Verna was both part of and separated from the subject he was filming. He was first invited as a filmmaker to an early DDC planning meeting, “caught the bug,” as he says, and decided to both film and participate. He borrowed a video camera, raised funds to cover the costs of the trip and the tapes, had story meetings with Abela, and conducted preliminary research before peddling away from Vancouver.
“It was a bit of a blessing and a bit of a problem at the same time,” said Verna of filming and being part of the caravan. “I think the DDC, as an entity, was a very labour-intensive project on its own…Because biking sixty miles a day, doing presentations and meetings every night that end around 10:30 or 11:00, and getting up at 6 in the morning, didn’t leave much time for us to meet and talk about the film and its direction.”

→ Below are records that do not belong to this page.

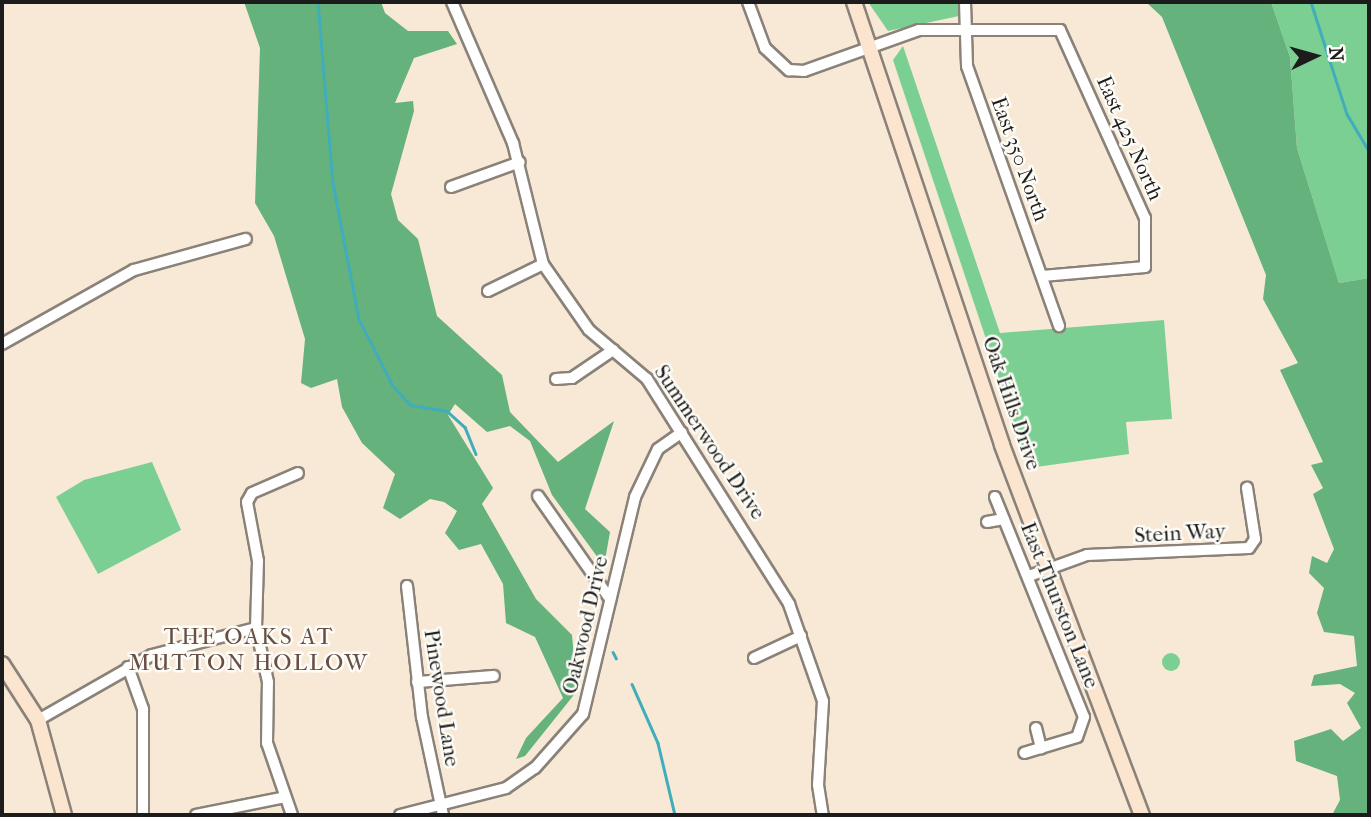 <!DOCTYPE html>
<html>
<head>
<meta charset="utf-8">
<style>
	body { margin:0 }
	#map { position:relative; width:1371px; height:817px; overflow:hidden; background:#f8e9d6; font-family:"IM FELL French Canon",serif }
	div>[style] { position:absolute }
	.green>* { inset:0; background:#7ccf92 }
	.round { border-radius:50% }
	.forest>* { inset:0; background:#65b27c }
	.stream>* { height:2.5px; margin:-1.25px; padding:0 1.25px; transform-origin:1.25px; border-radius:1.25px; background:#40adbd }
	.roads { filter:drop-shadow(2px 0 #8a8279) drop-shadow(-2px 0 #8a8279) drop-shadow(0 2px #8a8279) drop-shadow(0 -2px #8a8279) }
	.street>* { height:10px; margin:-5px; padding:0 5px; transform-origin:5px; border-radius:5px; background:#fff }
	.secondary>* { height:14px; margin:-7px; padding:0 7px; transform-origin:7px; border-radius:7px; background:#fbe5cf }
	span { translate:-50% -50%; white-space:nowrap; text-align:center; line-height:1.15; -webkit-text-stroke:5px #fdfcf7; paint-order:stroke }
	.street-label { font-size:21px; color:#1c1c1c }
	.neighbourhood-label { font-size:23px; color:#684e44; letter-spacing:2px }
	.frame { position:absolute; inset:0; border:4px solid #1c1c1c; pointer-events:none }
	.north { position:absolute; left:1280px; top:21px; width:70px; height:70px; -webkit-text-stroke:5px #fdfcf7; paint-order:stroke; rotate:85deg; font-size:19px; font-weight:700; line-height:28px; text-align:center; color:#1c1c1c }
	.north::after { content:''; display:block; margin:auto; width:24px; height:32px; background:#1c1c1c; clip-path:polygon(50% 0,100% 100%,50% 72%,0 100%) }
</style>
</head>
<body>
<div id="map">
	<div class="green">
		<i style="clip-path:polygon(868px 2px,960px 2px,959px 16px,888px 31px)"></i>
		<i style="clip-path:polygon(1271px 2px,1369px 2px,1369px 278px,1339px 283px,1297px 148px,1290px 57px)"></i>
		<i style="clip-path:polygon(903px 46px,1000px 333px,1164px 320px,1172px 419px,1126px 422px,1129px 454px,1029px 468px,893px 60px)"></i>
		<i style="clip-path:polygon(152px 462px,181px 530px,98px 574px,56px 497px,84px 480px)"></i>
		<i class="round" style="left:1162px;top:653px;width:18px;height:18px"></i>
	</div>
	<div class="forest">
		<i style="clip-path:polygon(244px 2px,381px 2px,385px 13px,408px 31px,448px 31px,457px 44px,414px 58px,395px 103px,413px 101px,414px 111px,391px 194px,398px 220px,418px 239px,437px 316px,502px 375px,510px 412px,558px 462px,614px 421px,585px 509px,610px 532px,604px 566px,552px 495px,530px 441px,510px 426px,487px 432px,455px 404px,448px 415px,493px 488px,482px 504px,536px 599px,572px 635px,577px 691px,525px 756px,516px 759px,526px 738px,563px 698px,535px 637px,506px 623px,503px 584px,481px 544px,459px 550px,445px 533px,457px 511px,444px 502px,430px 499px,400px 519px,383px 508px,395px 474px,362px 443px,342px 407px,337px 379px,311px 388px,301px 383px,305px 339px,274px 236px,255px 203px,260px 48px)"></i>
		<i style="clip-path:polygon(1146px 2px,1271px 2px,1290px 57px,1297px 148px,1339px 283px,1369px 278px,1369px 815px,1332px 815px,1340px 800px,1337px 776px,1296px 761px,1294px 741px,1331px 729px,1343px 741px,1361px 728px,1347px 703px,1355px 693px,1340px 684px,1311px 686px,1314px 675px,1357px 666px,1354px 636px,1324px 632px,1317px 613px,1324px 588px,1309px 573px,1312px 556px,1327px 563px,1334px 549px,1313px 494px,1323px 488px,1311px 465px,1323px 462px,1280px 370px,1298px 363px,1263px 299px,1266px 275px,1162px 17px)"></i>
	</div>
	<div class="stream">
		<i style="left:318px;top:2px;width:182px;rotate:85.3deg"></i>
		<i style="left:333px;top:183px;width:138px;rotate:79.2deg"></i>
		<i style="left:359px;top:319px;width:75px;rotate:63.1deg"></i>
		<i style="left:393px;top:386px;width:26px;rotate:47deg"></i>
		<i style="left:411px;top:405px;width:36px;rotate:9deg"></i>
		<i style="left:447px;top:411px;width:24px;rotate:42deg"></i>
		<i style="left:465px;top:427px;width:29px;rotate:68deg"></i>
		<i style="left:1311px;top:2px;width:118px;rotate:72.2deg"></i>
		<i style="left:1347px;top:114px;width:43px;rotate:59.3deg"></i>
		<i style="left:613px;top:652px;width:7px;rotate:63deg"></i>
		<i style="left:632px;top:684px;width:64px;rotate:66.2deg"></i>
		<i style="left:658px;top:743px;width:74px;rotate:76.7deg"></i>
	</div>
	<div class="roads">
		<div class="street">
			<i style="left:452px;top:2px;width:154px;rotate:66.6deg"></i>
			<i style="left:513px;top:143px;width:125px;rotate:76.1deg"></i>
			<i style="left:543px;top:264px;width:80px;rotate:55.1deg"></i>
			<i style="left:589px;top:330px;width:76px;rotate:40.2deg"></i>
			<i style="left:647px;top:379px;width:266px;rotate:57.7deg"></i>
			<i style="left:789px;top:604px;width:103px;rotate:70.7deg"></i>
			<i style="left:823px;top:701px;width:84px;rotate:93.4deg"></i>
			<i style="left:818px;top:785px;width:30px;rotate:81deg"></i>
			<i style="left:748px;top:2px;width:49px;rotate:69.7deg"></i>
			<i style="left:765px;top:48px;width:33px;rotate:43deg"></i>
			<i style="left:789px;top:70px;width:15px;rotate:4deg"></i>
			<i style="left:804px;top:71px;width:122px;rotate:-19.6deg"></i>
			<i style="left:919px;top:30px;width:141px"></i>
			<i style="left:1060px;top:30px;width:206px;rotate:65.7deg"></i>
			<i style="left:1145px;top:218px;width:49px;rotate:90deg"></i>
			<i style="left:1145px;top:267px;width:103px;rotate:175deg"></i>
			<i style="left:965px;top:2px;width:64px;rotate:88.2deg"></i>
			<i style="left:967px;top:66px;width:276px;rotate:70.5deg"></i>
			<i style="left:451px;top:187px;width:73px;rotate:-19.9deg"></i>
			<i style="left:488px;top:291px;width:61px;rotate:-26.1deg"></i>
			<i style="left:2px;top:344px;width:151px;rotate:-29.3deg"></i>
			<i style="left:134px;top:270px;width:116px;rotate:-15.5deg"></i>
			<i style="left:556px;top:379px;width:16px;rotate:-4deg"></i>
			<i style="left:572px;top:378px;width:50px;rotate:-34.3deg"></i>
			<i style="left:538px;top:496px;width:126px;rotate:55deg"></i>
			<i style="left:995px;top:497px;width:237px;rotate:68deg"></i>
			<i style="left:1084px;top:717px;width:21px;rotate:109deg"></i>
			<i style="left:1077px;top:737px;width:55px;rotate:163.2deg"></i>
			<i style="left:987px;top:522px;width:17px;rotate:-10deg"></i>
			<i style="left:1029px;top:576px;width:62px;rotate:-19.9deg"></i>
			<i style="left:1087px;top:555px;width:162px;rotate:-2.5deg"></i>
			<i style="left:1249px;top:548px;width:11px;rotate:-56deg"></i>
			<i style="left:1255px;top:539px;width:52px;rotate:-98.9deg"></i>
			<i style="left:407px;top:586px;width:132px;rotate:83.5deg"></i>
			<i style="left:422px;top:717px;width:100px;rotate:77.9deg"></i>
			<i style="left:754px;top:658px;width:52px;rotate:-25.1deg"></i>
			<i style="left:128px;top:667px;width:45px;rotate:70.3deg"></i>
			<i style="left:143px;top:709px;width:106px;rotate:90deg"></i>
			<i style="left:417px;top:682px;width:77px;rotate:-4.5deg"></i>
			<i style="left:38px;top:720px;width:131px;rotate:-29.7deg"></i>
			<i style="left:152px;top:655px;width:107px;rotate:-14.6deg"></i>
			<i style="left:1036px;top:728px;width:21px;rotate:76deg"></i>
			<i style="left:196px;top:815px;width:87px;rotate:-11.3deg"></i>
			<i style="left:292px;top:815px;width:76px;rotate:-109.1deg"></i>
			<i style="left:267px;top:743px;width:61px;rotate:-89.1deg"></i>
			<i style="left:268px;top:682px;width:55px;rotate:-102.5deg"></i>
			<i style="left:256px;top:628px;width:67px;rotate:-88.3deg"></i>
			<i style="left:258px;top:561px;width:60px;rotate:-100.6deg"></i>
			<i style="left:247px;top:502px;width:10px;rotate:-61deg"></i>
			<i style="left:252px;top:493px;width:50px;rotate:-23.5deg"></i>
			<i style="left:400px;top:815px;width:109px;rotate:-14.3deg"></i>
			<i style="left:506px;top:788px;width:35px;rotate:-35deg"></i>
			<i style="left:535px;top:768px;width:72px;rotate:-48.4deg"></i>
			<i style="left:583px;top:714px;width:223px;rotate:-76.5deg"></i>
			<i style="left:635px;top:497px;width:53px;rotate:-64.4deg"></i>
			<i style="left:658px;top:449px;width:29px;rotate:-35deg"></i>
		</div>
		<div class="secondary">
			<i style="left:854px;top:2px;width:467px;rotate:71.5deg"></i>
			<i style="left:1002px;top:445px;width:396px;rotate:69.3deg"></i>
			<i style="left:2px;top:664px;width:67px;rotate:57.3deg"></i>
			<i style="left:38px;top:720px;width:98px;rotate:74.7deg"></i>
		</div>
	</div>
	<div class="street-label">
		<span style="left:1130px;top:138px;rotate:66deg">East 425 North</span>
		<span style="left:1020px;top:159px;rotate:70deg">East 350 North</span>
		<span style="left:1012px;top:403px;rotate:71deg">Oak Hills Drive</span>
		<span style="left:710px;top:442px;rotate:56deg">Summerwood Drive</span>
		<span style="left:1180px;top:533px;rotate:-3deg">Stein Way</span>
		<span style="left:1060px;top:605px;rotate:68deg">East Thurston Lane</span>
		<span style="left:585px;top:625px;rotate:-77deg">Oakwood Drive</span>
		<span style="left:442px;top:698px;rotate:81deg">Pinewood Lane</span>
	</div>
	<div class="neighbourhood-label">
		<span style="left:249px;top:650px">THE OAKS AT<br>MUTTON HOLLOW</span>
	</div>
	<div class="frame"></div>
	<div class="north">N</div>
</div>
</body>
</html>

The result was holes in the narrative. After putting together a ten-minute trailer and a fifty-minute rough cut, he and Abela decided to shoot follow-up footage of some of the main subjects in order to fill those holes for the anticipated two-hour feature version.
Not all filmmakers live their documentaries, though they might occasionally let them take over their life for a while. Janet Torge, a well-known local organizer and producer, has worked on “dozens and dozens” of documentaries since the mid-nineties. Alternating between freelance work and stable company jobs, she said that, as a freelancer, she would work twelve-hour days, seven days a week for some of her projects. She is currently working on a large-scale documentary about the First World War called The Great War, for Radio-Canada and CBC, slated to air in January 2007, in time for the ninetieth anniversary of the war. “Everything is where are you going to be at what time, who is going to be there and what are you doing there,” says Torge.
Verna recalls being introduced to a man in a temporary camp who had fish drying on a line. A beautiful visual, but when Verna went back to capture the extra-industrial food system, the camp had already been dismantled.
As enriching as a documentary can be for the viewer, the unfolding process holds surprises for the filmmakers and producers as well. During one of her documentaries, Torge met someone who functioned as a high-class concierge to the world’s richest people, ensuring their houses across the world were ready to receive them when they visited. The details of managing such wealth stuck with her, as did the gracious personality of the high-class servant whom she may have never met were it not for her work.
Torge, who does a lot of work for TV, adds that her role as a producer is to give the director’s vision a working framework. She bemoans the constraints placed on a director once a project is budgeted. “Documentary films have become what everything else in our lives has become,” she says. “They are made as cheaply and as fast as possible in order to get them on the TV.”
The most creative part of the project, Torge explains, is the conceptual development:
“Once it gets financed, from then on you’re filming the budget. You take your vision and you scrunch it in here, and you take that part out because it costs too much, and don’t do that because it would take too long…until you still have the bare bones of the story but you no longer have the creative vision that you had at the beginning.
“Documentaries that people do on their credit cards? Those are totally visionary.”
Despite the time, money and aggravations, documentaries get done for the same reasons that people enjoy watching them.
“I enjoy them because they’re real, and every documentary is a discovery,” said Torge. “It’s a learning experience.”